**Action item**
Please write out exactly the lines of the data below from the line holding "M859,670L902,681L893,714L850,703Z" through the line holding "M362,820L405,832L395,866L352,853Z", and leave out the rest.

**Records for the exercise**
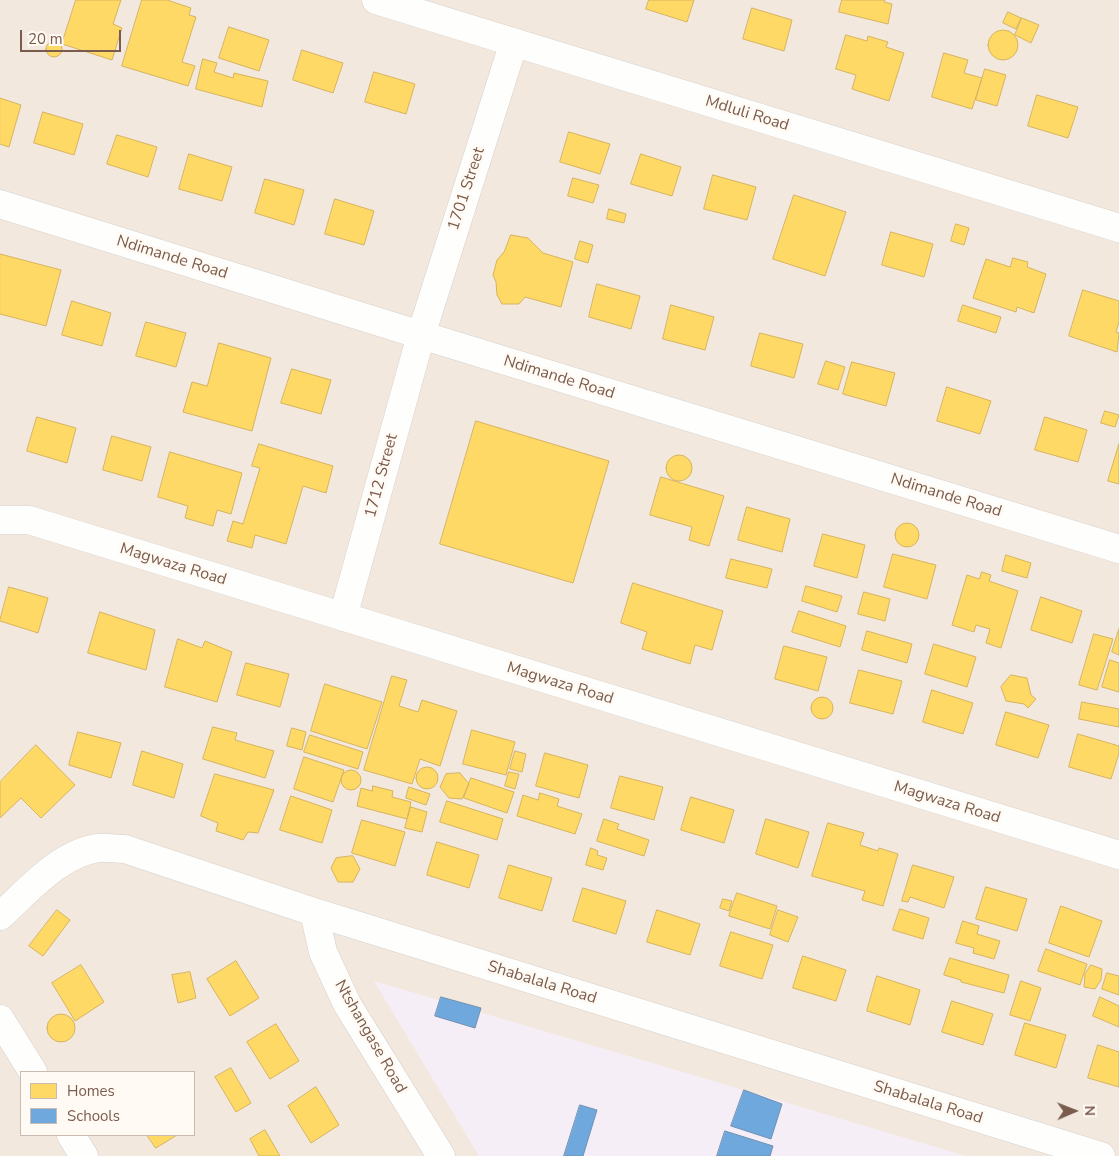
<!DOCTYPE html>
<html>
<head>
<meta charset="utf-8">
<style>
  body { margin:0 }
  #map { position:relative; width:1119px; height:1156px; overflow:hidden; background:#f9f5f0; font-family:"Nunito Sans",sans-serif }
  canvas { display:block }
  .legend { position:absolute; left:20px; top:1071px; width:175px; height:65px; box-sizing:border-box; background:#fffaf3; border:1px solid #cabbb1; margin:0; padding:6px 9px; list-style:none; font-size:15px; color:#7a5c4d }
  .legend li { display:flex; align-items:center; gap:10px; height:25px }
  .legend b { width:25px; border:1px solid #cabbb1 }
  .north { position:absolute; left:1049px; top:1086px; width:50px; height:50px; -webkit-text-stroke:4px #fffaf3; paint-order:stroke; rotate:89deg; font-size:14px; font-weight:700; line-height:20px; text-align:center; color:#7a5c4d }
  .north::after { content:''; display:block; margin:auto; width:18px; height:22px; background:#7a5c4d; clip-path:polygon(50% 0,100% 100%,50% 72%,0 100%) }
  .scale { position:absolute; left:20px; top:30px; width:101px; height:22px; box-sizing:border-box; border:2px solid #7a5c4d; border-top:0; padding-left:6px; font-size:15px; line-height:18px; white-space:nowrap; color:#7a5c4d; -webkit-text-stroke:4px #fffaf3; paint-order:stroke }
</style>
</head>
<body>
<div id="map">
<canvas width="1119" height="1156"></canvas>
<ul class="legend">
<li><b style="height:14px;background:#ffd966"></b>Homes</li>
<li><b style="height:14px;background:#6fa8dc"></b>Schools</li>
</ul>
<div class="north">N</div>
<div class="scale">20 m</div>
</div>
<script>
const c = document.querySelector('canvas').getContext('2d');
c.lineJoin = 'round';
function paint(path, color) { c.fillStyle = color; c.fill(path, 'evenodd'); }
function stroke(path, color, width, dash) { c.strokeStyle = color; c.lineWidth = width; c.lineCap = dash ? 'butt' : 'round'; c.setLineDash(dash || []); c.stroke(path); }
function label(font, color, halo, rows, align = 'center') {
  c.font = font + ' "Nunito Sans",sans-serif'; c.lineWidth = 5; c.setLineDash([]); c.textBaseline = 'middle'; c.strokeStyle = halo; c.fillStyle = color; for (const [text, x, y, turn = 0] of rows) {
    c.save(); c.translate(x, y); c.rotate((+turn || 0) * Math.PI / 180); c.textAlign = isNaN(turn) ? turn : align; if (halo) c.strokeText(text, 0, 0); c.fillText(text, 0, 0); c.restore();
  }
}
paint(new Path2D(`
  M0,0H1119V1156H0ZM21,1072H194V1135H21Z`), '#f2e8de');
paint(new Path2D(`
  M374,981L744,1090L966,1156H479Z`), '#f6eef6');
const homes = new Path2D(`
  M76,0H121L113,24L122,28L112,60L62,44Z
  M142,0H167L191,8L189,15L196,17L182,62L195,66L188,86L122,66Z
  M649,0H694L687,22L646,9Z
  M842,0H885L884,2L892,4L888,24L839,12Z
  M752,8L792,20L784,51L743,39Z
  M1008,12L1021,18L1016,29L1003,23Z
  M1022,18L1039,25L1031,43L1015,35Z
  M229,27L269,40L259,71L219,58Z
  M988 45a15 15 0 1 1 30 0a15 15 0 1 1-30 0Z
  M846,35L867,41L868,36L888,42L886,47L904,53L889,101L852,89L856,75L836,69Z
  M46 49a8 8 0 1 1 16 0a8 8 0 1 1-16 0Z
  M302,50L343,63L333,93L293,80Z
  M944,53L968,60L964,73L982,78L972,109L932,97Z
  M203,59L217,63L214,72L233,78L234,73L268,81L262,107L196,89Z
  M985,69L1006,75L997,106L976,100Z
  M374,72L415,84L406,114L365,102Z
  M1037,95L1078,107L1068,138L1028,126Z
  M0,98L21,105L9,147L0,144Z
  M43,112L83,124L74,155L34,143Z
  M569,132L610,144L600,174L560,162Z
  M117,135L157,147L148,177L107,164Z
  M189,154L232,167L222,201L179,189Z
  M641,154L681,167L672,196L631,184Z
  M713,175L756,187L747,220L704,209Z
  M573,178L599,185L593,203L568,196Z
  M265,179L304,190L294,225L255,213Z
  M794,195L846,212L825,276L773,259Z
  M335,199L374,211L364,245L325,234Z
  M609,209L626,214L624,223L607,219Z
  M956,224L969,228L964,245L951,241Z
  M891,232L933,244L924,277L882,265Z
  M511,235L528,238L543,253L573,262L561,307L525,297L519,304H502L497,295L496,282L493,275L497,260L504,252Z
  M580,241L593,245L588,263L575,259Z
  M0,254L61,270L46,326L0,314Z
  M1013,258L1028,262L1027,267L1046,274L1034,313L1017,307L1016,312L973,298L986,259L1010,267Z
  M597,284L640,296L631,329L589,317Z
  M1083,290L1119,301V322L1116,332L1119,333L1117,352L1069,336Z
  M72,301L111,313L102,346L62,335Z
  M671,305L714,317L705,350L663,339Z
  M963,305L1001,317L996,333L958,321Z
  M146,322L186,333L176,367L136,356Z
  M760,333L803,344L794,378L751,366Z
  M219,343L271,358L252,431L183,412L192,382L207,386Z
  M826,361L845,367L838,390L818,384Z
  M852,362L895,373L886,406L843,394Z
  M292,369L331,380L321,414L281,403Z
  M947,387L991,401L980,434L937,421Z
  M1105,411L1119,415L1115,427L1101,423Z
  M37,417L76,428L67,463L27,451Z
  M1045,417L1087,430L1078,462L1035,450Z
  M476,421L609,461L573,583L440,544Z
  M112,436L151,447L142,481L103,470Z
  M259,444L333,466L326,493L303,486L286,544L255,535L252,548L227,541L233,521L243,524L260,468L252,466Z
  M1119,444V484L1108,481Z
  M170,452L242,473L231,514L217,510L213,526L185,518L188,506L158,497Z
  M666 468a13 13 0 1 1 26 0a13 13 0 1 1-26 0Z
  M661,477L724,496L709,546L689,540L692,527L650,515Z
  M747,507L790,519L782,552L738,540Z
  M895 535a12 12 0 1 1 24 0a12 12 0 1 1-24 0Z
  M823,534L865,545L857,578L814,566Z
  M893,554L936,565L927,599L884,587Z
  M1006,555L1031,563L1027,578L1002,571Z
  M731,559L772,569L767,588L726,578Z
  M982,572L991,575L989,581L1018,591L1001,648L986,643L990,629L976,625L974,632L952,625L967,575L979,579Z
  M633,583L723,611L712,650L695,645L690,664L642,649L647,632L621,623Z
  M806,586L842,596L837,612L802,601Z
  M9,587L48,598L38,633L0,621Z
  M864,592L890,599L885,621L858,614Z
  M1041,597L1082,611L1072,643L1031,630Z
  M799,611L846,626L840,647L792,632Z
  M100,612L155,630L146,670L88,653Z
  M1119,629V655L1112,652Z
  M867,631L912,644L907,663L862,650Z
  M1094,634L1113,639L1097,690L1079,685Z
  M178,639L202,648L205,641L232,652L217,702L165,687Z
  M934,644L976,657L967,687L925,674Z
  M784,646L827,657L818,691L775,679Z
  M1110,660L1119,663V692L1102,687Z
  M246,663L289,674L280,707L237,695Z
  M859,670L902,681L893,714L850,703Z
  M1011,675L1027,678L1031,695L1036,699L1028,708L1024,704L1006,701L1001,687Z
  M392,676L407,680L399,706L418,712L422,700L457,711L440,766L420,759L412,784L364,770Z
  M325,684L382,702L367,749L311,731Z
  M932,690L973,703L963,734L923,722Z
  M811 708a11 11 0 1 1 22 0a11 11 0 1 1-22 0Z
  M1082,702L1119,709V727L1079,719Z
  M1006,712L1049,725L1038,758L996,745Z
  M213,727L237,733L235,740L274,751L265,778L203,759Z
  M292,728L306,732L302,750L287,746Z
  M472,730L515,742L506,775L463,764Z
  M78,732L121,743L111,778L69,765Z
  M1078,734L1119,746V753L1111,779L1069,767Z
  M310,735L363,752L358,769L304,752Z
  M36,745L75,785L41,818L21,798L0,818V782Z
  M142,751L183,764L174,798L133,785Z
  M515,751L526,754L522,772L510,769Z
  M545,753L588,765L579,798L536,786Z
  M304,757L344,770L333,802L294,789Z
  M416 778a11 11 0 1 1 22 0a11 11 0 1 1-22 0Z
  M341 780a10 10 0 1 1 20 0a10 10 0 1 1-20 0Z
  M509,772L519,774L515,789L505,786Z
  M460,773L469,784L462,799L449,798L440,787L446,774Z
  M215,774L274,790L258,833L248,832L243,840L216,831L218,823L201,816Z
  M620,776L663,787L654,820L611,808Z
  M471,778L514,792L507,813L464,798Z
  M373,786L393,791L392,797L411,802L407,819L357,806L361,788L372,791Z
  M409,787L430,794L426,805L406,798Z
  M540,793L559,799L557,806L582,814L575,834L517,816L523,795L538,800Z
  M291,796L332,810L322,843L280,830Z
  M691,797L734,810L724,843L681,830Z
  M447,801L503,819L497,840L440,822Z
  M411,807L427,812L422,832L405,828Z
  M604,819L619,824L617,829L649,840L644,856L597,841Z
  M766,819L809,832L798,868L756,854Z
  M362,820L405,832L395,866L352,853Z
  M828,823L864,833L860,845L878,851L879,848L898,854L883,906L862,900L865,891L812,876Z
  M437,842L479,855L469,888L427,875Z
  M591,848L598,851L597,855L607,858L603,870L586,865Z
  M353,856L360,869L353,882H338L331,868L336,858Z
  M509,865L552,878L542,911L499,898Z
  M913,865L954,877L944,908L910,897L908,902L902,901Z
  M986,887L1027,899L1017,931L976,919Z
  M583,888L626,901L616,934L573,921Z
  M737,893L777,906L770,929L729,916Z
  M723,899L732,901L729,911L720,908Z
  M1061,906L1102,921L1089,957L1049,943Z
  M900,909L929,918L923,939L893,930Z
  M57,910L70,920L43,956L29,946Z
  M657,910L700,924L690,955L647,942Z
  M778,910L798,917L788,942L770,935Z
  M963,921L979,926L977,934L1000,941L994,959L973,953L974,948L956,943Z
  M731,932L773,945L762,979L720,966Z
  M1046,949L1087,964L1080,985L1038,971Z
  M803,956L846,970L836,1001L793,988Z
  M950,958L1009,975L1004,993L961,982V980L944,975Z
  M236,961L259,998L230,1016L207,979Z
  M81,965L104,1002L75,1021L52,983Z
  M1091,965L1102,969L1101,980L1095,989L1084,987L1085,974Z
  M190,972L196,998L178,1003L172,975Z
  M1107,973L1119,976V995L1102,989Z
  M877,976L920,990L910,1025L867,1011Z
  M1021,981L1041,988L1030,1021L1010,1015Z
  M1100,997L1119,1006V1027L1093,1016Z
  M952,1001L993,1014L983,1045L942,1032Z
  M47 1028a14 14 0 1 1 28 0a14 14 0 1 1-28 0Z
  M1025,1023L1066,1035L1056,1068L1015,1055Z
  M276,1024L299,1061L270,1079L247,1042Z
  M1098,1045L1119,1052V1087L1088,1078Z
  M231,1068L251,1103L236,1112L215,1077Z
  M316,1087L339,1125L311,1143L288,1106Z
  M265,1130L280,1156H259L250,1139Z
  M147,1135H177L156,1148Z`);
paint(homes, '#ffd966');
stroke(homes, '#d7b45e', 1);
const schools = new Path2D(`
  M441,997L481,1008L475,1028L435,1016Z
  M744,1090L782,1104L771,1139L731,1126Z
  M580,1105L597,1110L583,1156H564Z
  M725,1131L773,1146L770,1156H717Z`);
paint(schools, '#6fa8dc');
stroke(schools, '#7291b1', 1);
const minor = new Path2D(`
  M376,0L1119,228
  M0,204L421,335L1119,549
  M0,520H29L1119,855
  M343,617L421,335L514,42
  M314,912L323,952L347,1004L441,1156
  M0,916C27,892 60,853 98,848C106,847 116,849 125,849L314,912L1101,1156
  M0,1019L33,1072
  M71,1135L84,1156`);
stroke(minor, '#d7d1cb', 29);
stroke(minor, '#fefefd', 28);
label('16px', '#7a5c4d', '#fffaf3', [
  ["Mdluli Road",747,114,17],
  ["1701 Street",467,189,-72],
  ["Ndimande Road",172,258,17],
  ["Ndimande Road",559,378,17],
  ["1712 Street",382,476,-75],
  ["Ndimande Road",946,496,17],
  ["Magwaza Road",173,565,17],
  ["Magwaza Road",560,684,17],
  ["Magwaza Road",947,803,17],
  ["Shabalala Road",542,983,17],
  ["Ntshangase Road",370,1037,60],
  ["Shabalala Road",928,1103,17]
]);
</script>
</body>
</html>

**Completed task**
  M859,670L902,681L893,714L850,703Z
  M1011,675L1027,678L1031,695L1036,699L1028,708L1024,704L1006,701L1001,687Z
  M392,676L407,680L399,706L418,712L422,700L457,711L440,766L420,759L412,784L364,770Z
  M325,684L382,702L367,749L311,731Z
  M932,690L973,703L963,734L923,722Z
  M811 708a11 11 0 1 1 22 0a11 11 0 1 1-22 0Z
  M1082,702L1119,709V727L1079,719Z
  M1006,712L1049,725L1038,758L996,745Z
  M213,727L237,733L235,740L274,751L265,778L203,759Z
  M292,728L306,732L302,750L287,746Z
  M472,730L515,742L506,775L463,764Z
  M78,732L121,743L111,778L69,765Z
  M1078,734L1119,746V753L1111,779L1069,767Z
  M310,735L363,752L358,769L304,752Z
  M36,745L75,785L41,818L21,798L0,818V782Z
  M142,751L183,764L174,798L133,785Z
  M515,751L526,754L522,772L510,769Z
  M545,753L588,765L579,798L536,786Z
  M304,757L344,770L333,802L294,789Z
  M416 778a11 11 0 1 1 22 0a11 11 0 1 1-22 0Z
  M341 780a10 10 0 1 1 20 0a10 10 0 1 1-20 0Z
  M509,772L519,774L515,789L505,786Z
  M460,773L469,784L462,799L449,798L440,787L446,774Z
  M215,774L274,790L258,833L248,832L243,840L216,831L218,823L201,816Z
  M620,776L663,787L654,820L611,808Z
  M471,778L514,792L507,813L464,798Z
  M373,786L393,791L392,797L411,802L407,819L357,806L361,788L372,791Z
  M409,787L430,794L426,805L406,798Z
  M540,793L559,799L557,806L582,814L575,834L517,816L523,795L538,800Z
  M291,796L332,810L322,843L280,830Z
  M691,797L734,810L724,843L681,830Z
  M447,801L503,819L497,840L440,822Z
  M411,807L427,812L422,832L405,828Z
  M604,819L619,824L617,829L649,840L644,856L597,841Z
  M766,819L809,832L798,868L756,854Z
  M362,820L405,832L395,866L352,853Z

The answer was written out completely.